[Saved entries]
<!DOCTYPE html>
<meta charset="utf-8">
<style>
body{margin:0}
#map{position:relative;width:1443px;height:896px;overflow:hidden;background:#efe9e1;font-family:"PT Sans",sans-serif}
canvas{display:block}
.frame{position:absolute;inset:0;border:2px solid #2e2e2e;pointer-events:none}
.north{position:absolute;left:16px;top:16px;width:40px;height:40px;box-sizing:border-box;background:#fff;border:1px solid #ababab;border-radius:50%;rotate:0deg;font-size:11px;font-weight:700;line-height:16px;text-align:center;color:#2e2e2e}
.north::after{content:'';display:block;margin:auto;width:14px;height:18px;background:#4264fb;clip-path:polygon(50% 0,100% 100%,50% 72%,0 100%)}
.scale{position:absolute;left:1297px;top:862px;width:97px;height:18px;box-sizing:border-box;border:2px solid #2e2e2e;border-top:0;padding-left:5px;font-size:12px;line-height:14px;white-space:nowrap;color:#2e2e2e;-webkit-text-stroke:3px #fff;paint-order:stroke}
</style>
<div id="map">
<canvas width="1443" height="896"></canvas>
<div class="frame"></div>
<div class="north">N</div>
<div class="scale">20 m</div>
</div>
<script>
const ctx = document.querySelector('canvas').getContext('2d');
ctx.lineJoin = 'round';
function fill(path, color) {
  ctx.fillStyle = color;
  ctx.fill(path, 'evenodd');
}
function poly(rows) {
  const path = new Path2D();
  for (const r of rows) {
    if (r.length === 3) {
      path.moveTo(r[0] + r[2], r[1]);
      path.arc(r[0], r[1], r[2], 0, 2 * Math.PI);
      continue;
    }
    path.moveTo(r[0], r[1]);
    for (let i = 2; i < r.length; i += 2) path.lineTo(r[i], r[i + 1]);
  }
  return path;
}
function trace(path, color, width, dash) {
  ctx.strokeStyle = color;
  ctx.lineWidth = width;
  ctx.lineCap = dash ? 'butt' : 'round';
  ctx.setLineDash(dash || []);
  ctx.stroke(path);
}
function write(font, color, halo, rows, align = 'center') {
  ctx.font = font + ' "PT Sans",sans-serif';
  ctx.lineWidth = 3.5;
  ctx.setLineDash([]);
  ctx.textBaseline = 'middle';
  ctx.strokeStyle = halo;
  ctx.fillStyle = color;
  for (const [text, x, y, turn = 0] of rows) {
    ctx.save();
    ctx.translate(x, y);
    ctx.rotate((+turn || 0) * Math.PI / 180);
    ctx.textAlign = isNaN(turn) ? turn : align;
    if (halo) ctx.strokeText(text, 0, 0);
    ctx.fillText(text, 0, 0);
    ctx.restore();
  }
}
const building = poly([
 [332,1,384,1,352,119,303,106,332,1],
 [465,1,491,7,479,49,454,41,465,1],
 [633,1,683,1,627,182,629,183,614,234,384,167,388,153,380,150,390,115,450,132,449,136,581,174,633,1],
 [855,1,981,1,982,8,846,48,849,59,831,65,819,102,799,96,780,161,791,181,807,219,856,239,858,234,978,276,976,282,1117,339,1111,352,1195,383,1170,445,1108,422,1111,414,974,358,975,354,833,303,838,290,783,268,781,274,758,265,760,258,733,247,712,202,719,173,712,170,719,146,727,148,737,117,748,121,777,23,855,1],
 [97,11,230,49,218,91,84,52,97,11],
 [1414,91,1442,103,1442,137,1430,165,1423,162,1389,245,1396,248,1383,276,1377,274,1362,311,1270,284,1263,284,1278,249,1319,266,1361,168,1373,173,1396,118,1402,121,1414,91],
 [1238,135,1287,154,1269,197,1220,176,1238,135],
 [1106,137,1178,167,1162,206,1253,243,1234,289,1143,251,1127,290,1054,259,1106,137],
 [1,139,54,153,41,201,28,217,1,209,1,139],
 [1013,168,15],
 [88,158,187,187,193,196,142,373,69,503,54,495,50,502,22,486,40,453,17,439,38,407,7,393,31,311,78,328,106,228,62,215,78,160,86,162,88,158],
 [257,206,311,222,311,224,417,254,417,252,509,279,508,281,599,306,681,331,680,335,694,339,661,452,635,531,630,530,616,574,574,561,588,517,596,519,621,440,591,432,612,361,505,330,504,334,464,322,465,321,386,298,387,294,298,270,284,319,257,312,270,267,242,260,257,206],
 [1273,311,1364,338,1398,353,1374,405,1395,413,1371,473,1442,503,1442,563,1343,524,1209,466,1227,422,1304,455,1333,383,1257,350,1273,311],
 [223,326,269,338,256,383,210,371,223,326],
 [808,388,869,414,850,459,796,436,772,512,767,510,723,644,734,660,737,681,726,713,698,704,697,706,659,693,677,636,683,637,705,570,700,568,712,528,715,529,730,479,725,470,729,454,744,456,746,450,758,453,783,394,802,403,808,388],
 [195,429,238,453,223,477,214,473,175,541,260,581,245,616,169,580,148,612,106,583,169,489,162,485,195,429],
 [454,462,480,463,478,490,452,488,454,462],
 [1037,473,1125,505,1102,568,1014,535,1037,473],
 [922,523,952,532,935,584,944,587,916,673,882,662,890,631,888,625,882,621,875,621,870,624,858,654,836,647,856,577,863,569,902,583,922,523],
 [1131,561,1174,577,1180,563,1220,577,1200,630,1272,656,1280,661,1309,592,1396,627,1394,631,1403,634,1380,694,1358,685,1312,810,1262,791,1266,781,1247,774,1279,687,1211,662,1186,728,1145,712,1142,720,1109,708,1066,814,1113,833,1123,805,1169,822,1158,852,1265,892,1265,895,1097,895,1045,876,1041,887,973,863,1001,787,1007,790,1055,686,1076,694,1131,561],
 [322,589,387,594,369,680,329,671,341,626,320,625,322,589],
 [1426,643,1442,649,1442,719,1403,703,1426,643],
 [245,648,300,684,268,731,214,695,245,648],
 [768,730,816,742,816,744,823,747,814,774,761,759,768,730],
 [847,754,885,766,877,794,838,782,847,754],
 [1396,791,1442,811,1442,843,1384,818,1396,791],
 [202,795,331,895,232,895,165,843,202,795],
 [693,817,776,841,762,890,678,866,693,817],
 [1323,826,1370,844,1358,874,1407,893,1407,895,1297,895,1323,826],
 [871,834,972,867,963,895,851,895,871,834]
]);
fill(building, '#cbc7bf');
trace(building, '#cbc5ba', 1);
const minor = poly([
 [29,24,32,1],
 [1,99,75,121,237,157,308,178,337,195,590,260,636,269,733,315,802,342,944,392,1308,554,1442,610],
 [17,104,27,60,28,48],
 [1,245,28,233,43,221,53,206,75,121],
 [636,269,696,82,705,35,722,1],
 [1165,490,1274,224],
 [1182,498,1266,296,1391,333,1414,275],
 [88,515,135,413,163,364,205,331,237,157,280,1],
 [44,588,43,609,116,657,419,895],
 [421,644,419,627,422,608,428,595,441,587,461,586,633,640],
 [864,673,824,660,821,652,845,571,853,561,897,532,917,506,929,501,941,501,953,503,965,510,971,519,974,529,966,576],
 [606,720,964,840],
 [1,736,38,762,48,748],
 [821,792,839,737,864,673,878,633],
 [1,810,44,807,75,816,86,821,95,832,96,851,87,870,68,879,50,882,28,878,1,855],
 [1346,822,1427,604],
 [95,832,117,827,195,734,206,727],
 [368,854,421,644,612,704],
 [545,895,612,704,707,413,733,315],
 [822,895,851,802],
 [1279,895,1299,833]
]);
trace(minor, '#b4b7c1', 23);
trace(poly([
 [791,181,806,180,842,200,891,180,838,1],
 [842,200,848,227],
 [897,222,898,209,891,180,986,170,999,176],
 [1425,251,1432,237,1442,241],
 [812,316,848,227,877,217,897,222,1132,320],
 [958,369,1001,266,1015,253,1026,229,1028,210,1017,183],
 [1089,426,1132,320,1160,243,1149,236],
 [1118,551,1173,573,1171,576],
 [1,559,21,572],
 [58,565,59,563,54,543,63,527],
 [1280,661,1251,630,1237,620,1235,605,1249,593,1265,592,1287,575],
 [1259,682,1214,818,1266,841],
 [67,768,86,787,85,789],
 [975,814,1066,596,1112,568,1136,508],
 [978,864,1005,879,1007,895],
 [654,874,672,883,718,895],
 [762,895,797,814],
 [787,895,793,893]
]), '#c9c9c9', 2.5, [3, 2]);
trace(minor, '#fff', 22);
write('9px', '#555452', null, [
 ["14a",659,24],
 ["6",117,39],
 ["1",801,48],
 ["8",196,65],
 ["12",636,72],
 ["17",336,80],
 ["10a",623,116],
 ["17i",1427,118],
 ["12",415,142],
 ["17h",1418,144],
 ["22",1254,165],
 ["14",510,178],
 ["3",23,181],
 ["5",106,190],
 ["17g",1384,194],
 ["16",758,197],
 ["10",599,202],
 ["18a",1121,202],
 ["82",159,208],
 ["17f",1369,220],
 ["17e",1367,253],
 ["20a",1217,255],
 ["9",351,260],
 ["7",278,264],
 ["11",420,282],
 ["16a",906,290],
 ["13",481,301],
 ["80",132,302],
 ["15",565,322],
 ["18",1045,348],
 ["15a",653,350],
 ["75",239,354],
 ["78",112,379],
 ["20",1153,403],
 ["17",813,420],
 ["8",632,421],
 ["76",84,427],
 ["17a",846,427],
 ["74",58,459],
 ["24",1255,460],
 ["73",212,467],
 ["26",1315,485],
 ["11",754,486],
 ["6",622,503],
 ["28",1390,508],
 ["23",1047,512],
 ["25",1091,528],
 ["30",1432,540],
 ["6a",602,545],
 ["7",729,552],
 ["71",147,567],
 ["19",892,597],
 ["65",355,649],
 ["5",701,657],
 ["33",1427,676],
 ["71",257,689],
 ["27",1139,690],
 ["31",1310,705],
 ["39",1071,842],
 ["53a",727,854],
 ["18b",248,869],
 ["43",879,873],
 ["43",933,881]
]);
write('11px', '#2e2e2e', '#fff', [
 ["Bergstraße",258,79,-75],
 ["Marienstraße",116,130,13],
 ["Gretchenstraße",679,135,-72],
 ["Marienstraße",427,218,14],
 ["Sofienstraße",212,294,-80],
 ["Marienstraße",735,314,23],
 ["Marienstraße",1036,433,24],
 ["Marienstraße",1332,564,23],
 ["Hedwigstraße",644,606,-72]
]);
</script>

### Work to be completed
Wherever the string "halo" appears in the data above, copy the line it sits in.

### Task output
function write(font, color, halo, rows, align = 'center') {
  ctx.strokeStyle = halo;
    if (halo) ctx.strokeText(text, 0, 0);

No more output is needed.